Wolverine18 said:
Well "breast milk is better" is true, but then you can bottle breast milk too you know.
Well, some women can, and others can't. Babies and pumps don't actually suck the milk out, they stimulate the breast to sort of shoot the milk out. (Yes, the pressure can be quite high. Yes, if baby chooses to let go, nosey spectators can get an eye-ful.) For some women, the milk just won't come unless there is a warm, hungry, hormone-triggering baby ready to recieve.
Then there's the matter of breastfeeding being a skill that both mother and baby have to learn. Eating from a bottle is a matter of just swallowing fast enough and not choking. Suckling is hard work for a small baby. If they don't learn the skill and build enough strength, they can lose the ability to suckle altogether.
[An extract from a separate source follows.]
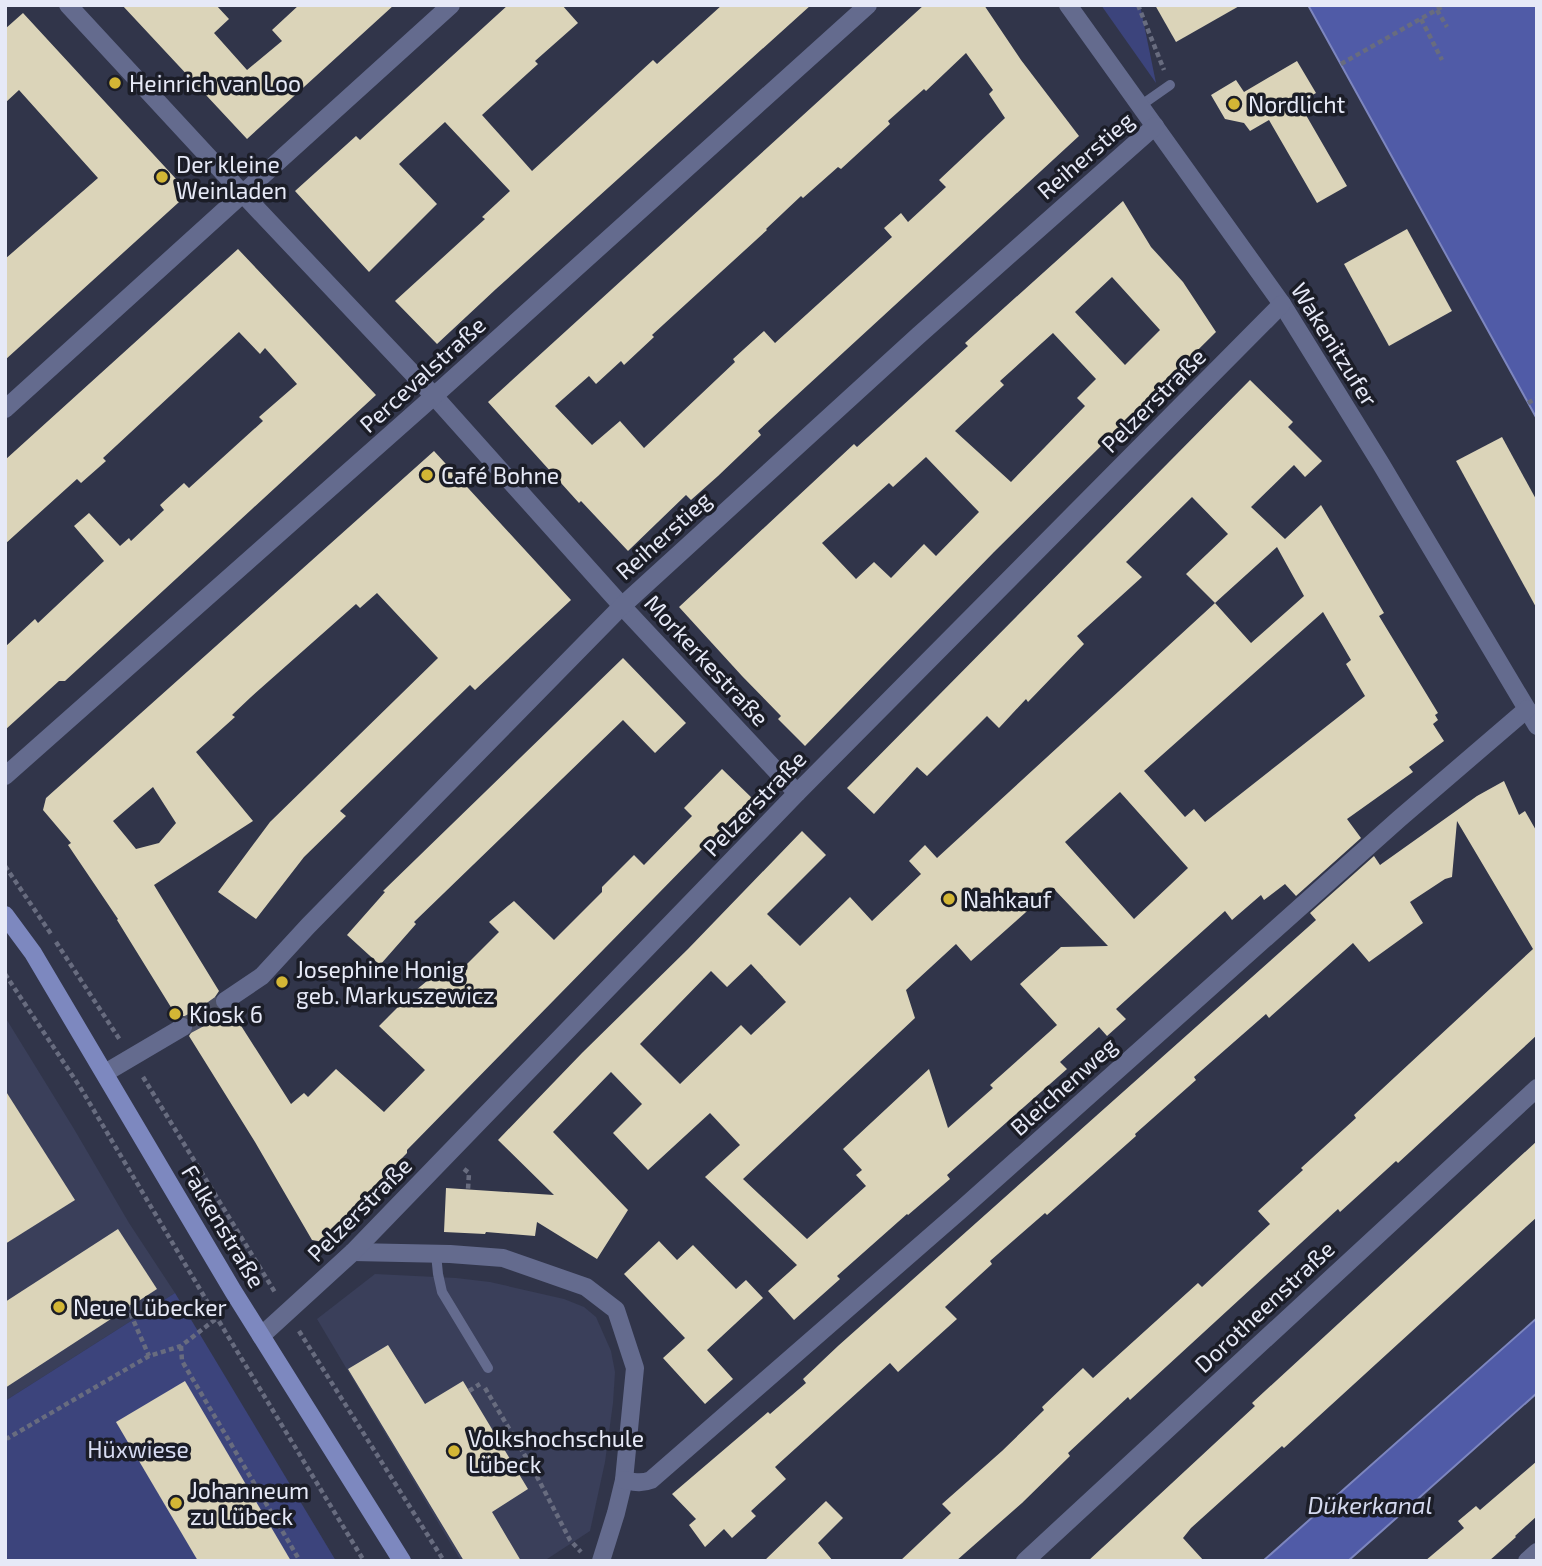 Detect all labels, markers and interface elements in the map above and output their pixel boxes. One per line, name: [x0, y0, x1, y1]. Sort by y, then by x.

Thirdly: milk from the breast is fresh, at the right temperature and nearly always ready. Pumped milk from a bottle has to be refrigerated and heated, risking loss of quality. Pumps and bottles have to be cleaned. When you have a baby, there is plenty of necessary work without adding more.
Forthly: when a baby feeds from the breast, the first sucks have a different composition than the last, ensuring that the baby gets enough liquid before it gets sated. Pumped milk is the same all through the bottle.
Should all these aspects be disregarded because some people feel "awkward"?